TASK STATEMENT:
Without including any pictures, write out the data below exactly.

*** PROVIDED DATA ***

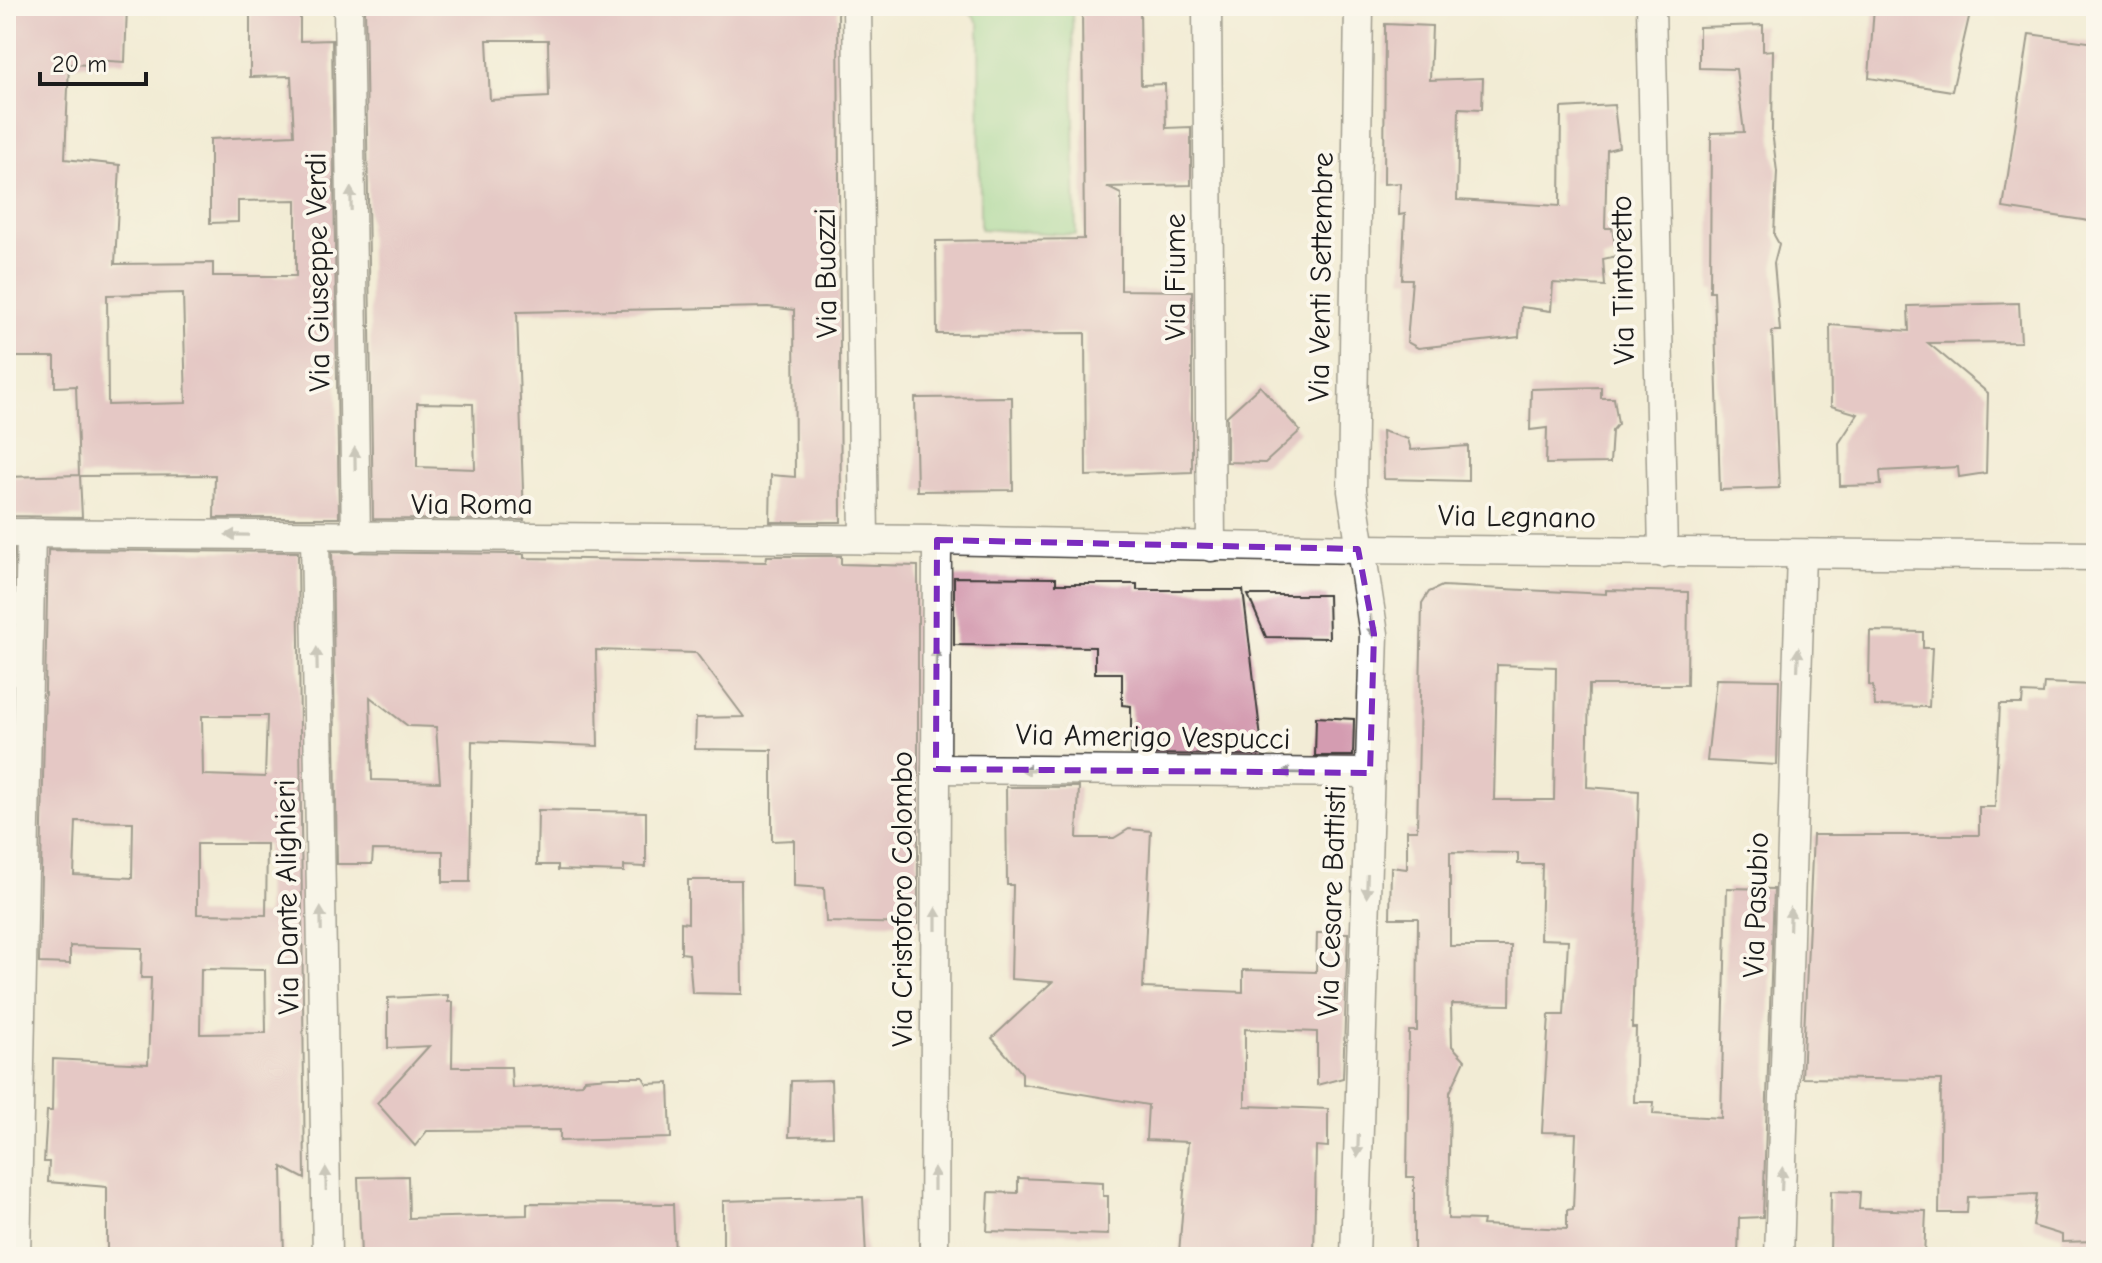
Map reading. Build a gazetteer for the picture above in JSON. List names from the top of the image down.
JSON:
{
  "streets": {
    "street": [
      "Via Giuseppe Verdi",
      "Via Buozzi",
      "Via Fiume",
      "Via Venti Settembre",
      "Via Tintoretto",
      "Via Roma",
      "Via Legnano",
      "Via Amerigo Vespucci",
      "Via Dante Alighieri",
      "Via Cristoforo Colombo",
      "Via Cesare Battisti",
      "Via Pasubio"
    ]
  },
  "crossings": [
    ["Via Giuseppe Verdi", "Via Roma"],
    ["Via Buozzi", "Via Roma"],
    ["Via Fiume", "Via Legnano"],
    ["Via Venti Settembre", "Via Legnano"],
    ["Via Venti Settembre", "Via Cesare Battisti"],
    ["Via Tintoretto", "Via Legnano"],
    ["Via Roma", "Via Legnano"],
    ["Via Roma", "Via Dante Alighieri"],
    ["Via Roma", "Via Cristoforo Colombo"],
    ["Via Legnano", "Via Cristoforo Colombo"],
    ["Via Legnano", "Via Cesare Battisti"],
    ["Via Legnano", "Via Pasubio"],
    ["Via Amerigo Vespucci", "Via Cristoforo Colombo"],
    ["Via Amerigo Vespucci", "Via Cesare Battisti"]
  ],
  "one_way": [
    "Via Giuseppe Verdi",
    "Via Amerigo Vespucci",
    "Via Dante Alighieri",
    "Via Cristoforo Colombo",
    "Via Cesare Battisti",
    "Via Pasubio"
  ],
  "scale_bar": "20 m"
}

*** End of PROVIDED DATA ***

OUTPUT:
Map reading. Build a gazetteer for the picture above in JSON. List names from the top of the image down.
JSON:
{
  "streets": {
    "street": [
      "Via Giuseppe Verdi",
      "Via Buozzi",
      "Via Fiume",
      "Via Venti Settembre",
      "Via Tintoretto",
      "Via Roma",
      "Via Legnano",
      "Via Amerigo Vespucci",
      "Via Dante Alighieri",
      "Via Cristoforo Colombo",
      "Via Cesare Battisti",
      "Via Pasubio"
    ]
  },
  "crossings": [
    ["Via Giuseppe Verdi", "Via Roma"],
    ["Via Buozzi", "Via Roma"],
    ["Via Fiume", "Via Legnano"],
    ["Via Venti Settembre", "Via Legnano"],
    ["Via Venti Settembre", "Via Cesare Battisti"],
    ["Via Tintoretto", "Via Legnano"],
    ["Via Roma", "Via Legnano"],
    ["Via Roma", "Via Dante Alighieri"],
    ["Via Roma", "Via Cristoforo Colombo"],
    ["Via Legnano", "Via Cristoforo Colombo"],
    ["Via Legnano", "Via Cesare Battisti"],
    ["Via Legnano", "Via Pasubio"],
    ["Via Amerigo Vespucci", "Via Cristoforo Colombo"],
    ["Via Amerigo Vespucci", "Via Cesare Battisti"]
  ],
  "one_way": [
    "Via Giuseppe Verdi",
    "Via Amerigo Vespucci",
    "Via Dante Alighieri",
    "Via Cristoforo Colombo",
    "Via Cesare Battisti",
    "Via Pasubio"
  ],
  "scale_bar": "20 m"
}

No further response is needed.